During an in-camera session of Greece's Court of Audit on Thursday, justices criticised several articles in a draft law changing the pension system as "vague and imprecise," sources claimed.
Under the new pension law, all main pensions over 1,200 euro will be cut by 20 percent and all pensions above 1,000 euro for pensioners younger than 55 years old (affecting an estimated 70,000 pensioners) will be slashed by 40 percent. The changes will affect employees in the civil service, local authorities, public-sector legal entities following the same pension regime as civil servants, Railway Organisation of Greece employees and staff at their social insurance fund.
The justices questioned whether the measure for those under 55 was counter to the European Convention of Human Rights and the Constitution, expressing fears that the measure will not hold up in courts, as well as issues of inequality created by favourable measures for members of the military.
They also expressed reservations about the terms used to describe the 'labour reserve' measure, which they said was only found in laws concerning disciplinary proceedings, asking Finance Minister Evangelos Venizelos to properly define the term.
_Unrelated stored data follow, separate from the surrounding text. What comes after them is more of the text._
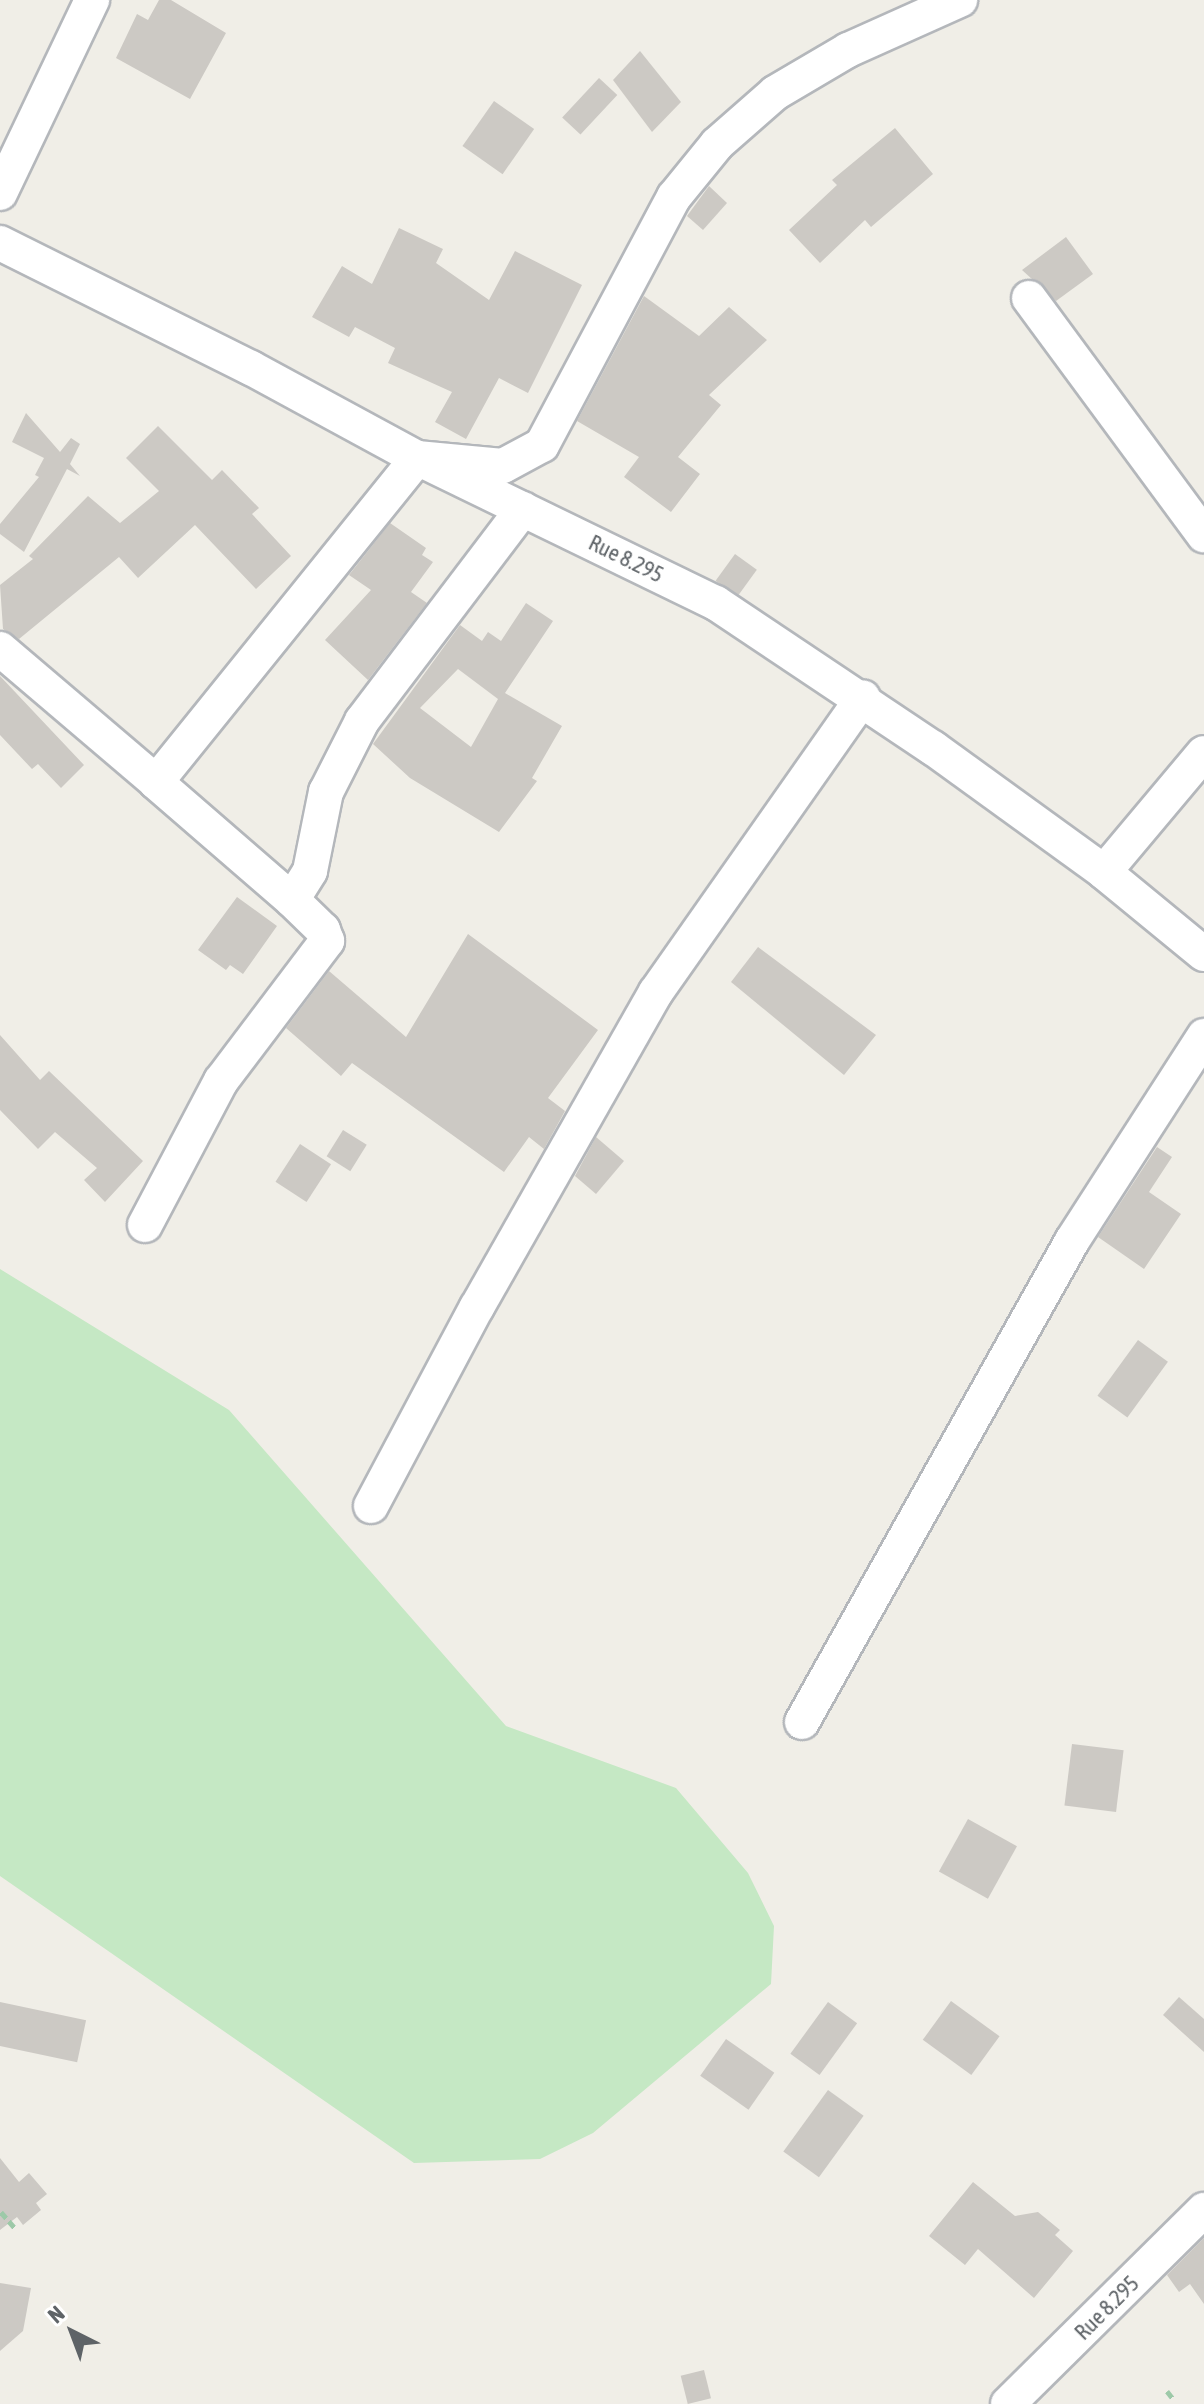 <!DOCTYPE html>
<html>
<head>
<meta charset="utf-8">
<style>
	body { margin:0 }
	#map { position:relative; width:1204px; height:2404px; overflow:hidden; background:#f0eee7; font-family:"Asap Condensed",sans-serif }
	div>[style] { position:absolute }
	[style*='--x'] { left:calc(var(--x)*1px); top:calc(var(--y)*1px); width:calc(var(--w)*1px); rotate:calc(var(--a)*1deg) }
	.green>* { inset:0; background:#c5e8c4 }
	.building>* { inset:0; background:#ccc9c4; transform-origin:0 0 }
	.path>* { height:5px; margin-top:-2.5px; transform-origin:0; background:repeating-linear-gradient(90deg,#9dc9a8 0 8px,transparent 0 12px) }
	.roads { filter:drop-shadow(2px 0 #b4b7bb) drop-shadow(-2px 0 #b4b7bb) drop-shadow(0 2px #b4b7bb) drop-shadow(0 -2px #b4b7bb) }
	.minor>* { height:34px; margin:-17px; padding:0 17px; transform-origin:17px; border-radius:17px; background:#fff }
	span { translate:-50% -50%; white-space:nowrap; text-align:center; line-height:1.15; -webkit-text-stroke:7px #fff; paint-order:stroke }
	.street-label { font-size:22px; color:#5e6367 }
	.north { position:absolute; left:32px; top:2292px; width:80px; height:80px; -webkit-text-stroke:6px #fff; paint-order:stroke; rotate:318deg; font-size:22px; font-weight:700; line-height:32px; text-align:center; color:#5e6367 }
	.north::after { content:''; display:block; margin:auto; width:28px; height:36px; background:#5e6367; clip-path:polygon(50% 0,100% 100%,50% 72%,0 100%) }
</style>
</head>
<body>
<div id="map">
	<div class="green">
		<i style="clip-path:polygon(0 1269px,229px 1410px,506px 1726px,676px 1788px,748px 1873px,774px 1926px,771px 1984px,593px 2133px,540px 2159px,414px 2163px,0 1876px)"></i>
	</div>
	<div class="building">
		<i style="clip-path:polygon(159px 0,171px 0,226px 33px,190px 99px,116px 58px,137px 14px,148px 20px)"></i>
		<i style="clip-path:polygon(640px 51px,681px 102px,652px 132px,613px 80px)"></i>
		<i style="left:599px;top:78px;width:25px;height:54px;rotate:43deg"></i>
		<i style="left:494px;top:101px;width:49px;height:55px;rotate:35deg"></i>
		<i style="clip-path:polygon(895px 128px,933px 174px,871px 227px,865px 220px,820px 263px,789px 230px,837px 185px,832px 180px)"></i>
		<i style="clip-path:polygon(709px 186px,727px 203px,703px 230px,687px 216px)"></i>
		<i style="clip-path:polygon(399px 228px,443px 249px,436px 263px,489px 300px,515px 251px,582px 285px,528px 393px,499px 378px,466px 439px,435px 422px,452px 392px,388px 363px,395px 348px,355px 327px,349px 337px,312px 317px,342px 266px,372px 284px)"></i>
		<i style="clip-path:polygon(1066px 237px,1093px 274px,1056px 301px,1022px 270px)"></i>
		<i style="clip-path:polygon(644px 296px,699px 336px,729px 307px,767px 340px,709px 395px,721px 405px,678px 457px,700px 474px,671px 512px,624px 477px,639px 457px,577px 421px)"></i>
		<i style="clip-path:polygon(26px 413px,60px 452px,71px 438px,80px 444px,70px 464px,80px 476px,67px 469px,24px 552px,0 534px,0 524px,39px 477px,35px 475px,44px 458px,12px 442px)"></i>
		<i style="clip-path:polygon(158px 426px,212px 480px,222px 470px,259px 508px,252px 514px,291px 556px,256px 589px,195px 525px,138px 578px,119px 557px,19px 639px,3px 629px,0 585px,33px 559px,29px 556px,88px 496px,120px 523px,159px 491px,126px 458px)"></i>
		<i style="clip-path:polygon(390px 523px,426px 548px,422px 555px,433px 562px,411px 592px,427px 603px,368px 680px,325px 640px,371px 590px,349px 575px)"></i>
		<i style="left:735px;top:554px;width:27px;height:33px;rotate:36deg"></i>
		<i style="clip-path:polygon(evenodd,526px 603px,553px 621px,505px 693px,562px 726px,532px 778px,537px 781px,499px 832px,410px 778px,373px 744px,460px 625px,482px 641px,488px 632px,501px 641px,526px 603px,458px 669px,498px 699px,471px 747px,420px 708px,458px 669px)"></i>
		<i style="clip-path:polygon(0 676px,84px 765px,61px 788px,38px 764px,32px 769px,0 735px)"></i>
		<i style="clip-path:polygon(237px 897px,277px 926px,243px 974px,230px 965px,226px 970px,198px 950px)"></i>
		<i style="clip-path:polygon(468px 934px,598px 1030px,548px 1098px,565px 1111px,544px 1149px,529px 1137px,504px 1172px,352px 1063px,341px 1076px,286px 1028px,329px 971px,406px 1037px)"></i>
		<i style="clip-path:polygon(758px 947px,876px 1035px,844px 1075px,731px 982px)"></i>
		<i style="clip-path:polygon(0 1035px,40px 1080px,49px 1071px,143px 1161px,105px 1202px,84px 1180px,97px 1168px,55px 1132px,38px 1149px,0 1110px)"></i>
		<i style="left:343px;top:1130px;width:28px;height:31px;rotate:32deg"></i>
		<i style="clip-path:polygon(596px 1137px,624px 1161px,596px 1194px,575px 1176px)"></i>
		<i style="left:300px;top:1144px;width:37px;height:45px;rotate:33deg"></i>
		<i style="clip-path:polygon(1157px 1147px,1172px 1157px,1149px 1192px,1181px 1214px,1144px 1269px,1098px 1237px)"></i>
		<i style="left:1138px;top:1340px;width:37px;height:69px;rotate:36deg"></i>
		<i style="left:1072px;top:1744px;width:52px;height:62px;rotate:7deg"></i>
		<i style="left:968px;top:1819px;width:56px;height:60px;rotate:29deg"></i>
		<i style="clip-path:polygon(1179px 1997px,1204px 2019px,1204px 2052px,1163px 2015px)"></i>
		<i style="left:951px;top:2001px;width:60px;height:48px;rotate:36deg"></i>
		<i style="left:0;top:2002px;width:88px;height:43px;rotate:12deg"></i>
		<i style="left:828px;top:2002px;width:36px;height:64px;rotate:36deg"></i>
		<i style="left:726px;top:2039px;width:59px;height:45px;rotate:35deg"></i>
		<i style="left:828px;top:2090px;width:44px;height:76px;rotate:36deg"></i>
		<i style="clip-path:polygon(0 2158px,19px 2182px,29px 2173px,47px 2194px,36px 2203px,41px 2210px,23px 2225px,17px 2217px,0 2230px)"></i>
		<i style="clip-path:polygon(973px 2182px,1015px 2216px,1038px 2212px,1060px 2230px,1055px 2235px,1073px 2251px,1034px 2298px,978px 2249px,965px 2265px,929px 2236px)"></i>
		<i style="clip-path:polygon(1204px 2238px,1204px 2304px,1190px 2284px,1179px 2292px,1167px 2275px)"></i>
		<i style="clip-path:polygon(0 2283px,31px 2288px,23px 2331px,0 2351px)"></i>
		<i style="left:704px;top:2370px;width:29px;height:24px;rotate:76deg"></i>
	</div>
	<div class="path">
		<i style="--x:1;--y:2212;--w:21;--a:49"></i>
		<i style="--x:1167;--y:2391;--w:11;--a:52"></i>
	</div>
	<div class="roads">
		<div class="minor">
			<i style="--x:0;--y:193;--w:214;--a:-64.5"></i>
			<i style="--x:0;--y:243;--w:280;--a:26.5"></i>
			<i style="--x:251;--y:368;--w:189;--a:28.5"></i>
			<i style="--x:417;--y:458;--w:332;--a:25.9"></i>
			<i style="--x:716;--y:603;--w:261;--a:33.8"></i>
			<i style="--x:933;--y:748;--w:211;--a:35.9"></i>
			<i style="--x:1104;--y:872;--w:129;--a:39.4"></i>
			<i style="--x:1029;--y:298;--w:295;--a:53.6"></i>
			<i style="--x:0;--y:649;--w:205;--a:40.4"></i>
			<i style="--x:1104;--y:872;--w:155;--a:-50"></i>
			<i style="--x:292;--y:900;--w:34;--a:-58"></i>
			<i style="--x:310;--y:871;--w:81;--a:-78.6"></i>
			<i style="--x:326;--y:792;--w:80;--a:-63.1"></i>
			<i style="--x:362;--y:721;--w:266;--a:-52.8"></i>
			<i style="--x:145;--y:1225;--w:163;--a:-62.2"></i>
			<i style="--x:221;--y:1081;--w:176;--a:-52.9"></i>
			<i style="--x:327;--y:941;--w:12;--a:-110"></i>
			<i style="--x:323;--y:930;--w:43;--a:-135.9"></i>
			<i style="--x:292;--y:900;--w:180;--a:-139.1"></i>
			<i style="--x:156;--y:782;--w:416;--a:-51.1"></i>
			<i style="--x:417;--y:458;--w:86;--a:5.3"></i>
			<i style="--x:503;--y:466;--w:44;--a:-28.3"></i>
			<i style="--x:542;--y:445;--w:281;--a:-62"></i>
			<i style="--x:674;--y:197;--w:68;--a:-50.9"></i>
			<i style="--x:717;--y:144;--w:77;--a:-41.3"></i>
			<i style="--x:775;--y:93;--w:85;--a:-30.5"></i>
			<i style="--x:848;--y:50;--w:123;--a:-24.1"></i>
			<i style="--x:371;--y:1506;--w:225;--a:-62"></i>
			<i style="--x:477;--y:1307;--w:362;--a:-60.4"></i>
			<i style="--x:656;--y:992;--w:360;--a:-54.9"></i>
			<i style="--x:802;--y:1722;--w:552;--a:-60.69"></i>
			<i style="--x:1072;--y:1241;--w:244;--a:-57.2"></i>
			<i style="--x:1008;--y:2404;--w:276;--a:-44.7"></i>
		</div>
	</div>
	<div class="street-label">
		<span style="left:626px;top:559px;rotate:26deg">Rue 8.295</span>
		<span style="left:1107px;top:2308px;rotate:-45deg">Rue 8.295</span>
	</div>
	<div class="north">N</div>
</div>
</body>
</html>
Another query were the draft bill's references to the new wage scale, which as they pointed out does not yet exist unless the pensions bill and wage scale bill are in some way combined.
An article that rescinds acts for buying the recognition of pensionable years, backdated to January 1, 2011, was also criticised as 'vague', with reservations concerning whether it could be backdated, while another outlining exceptions to the rule for a 40 percent cut in pensions was judged problematic because it raised issues of equality.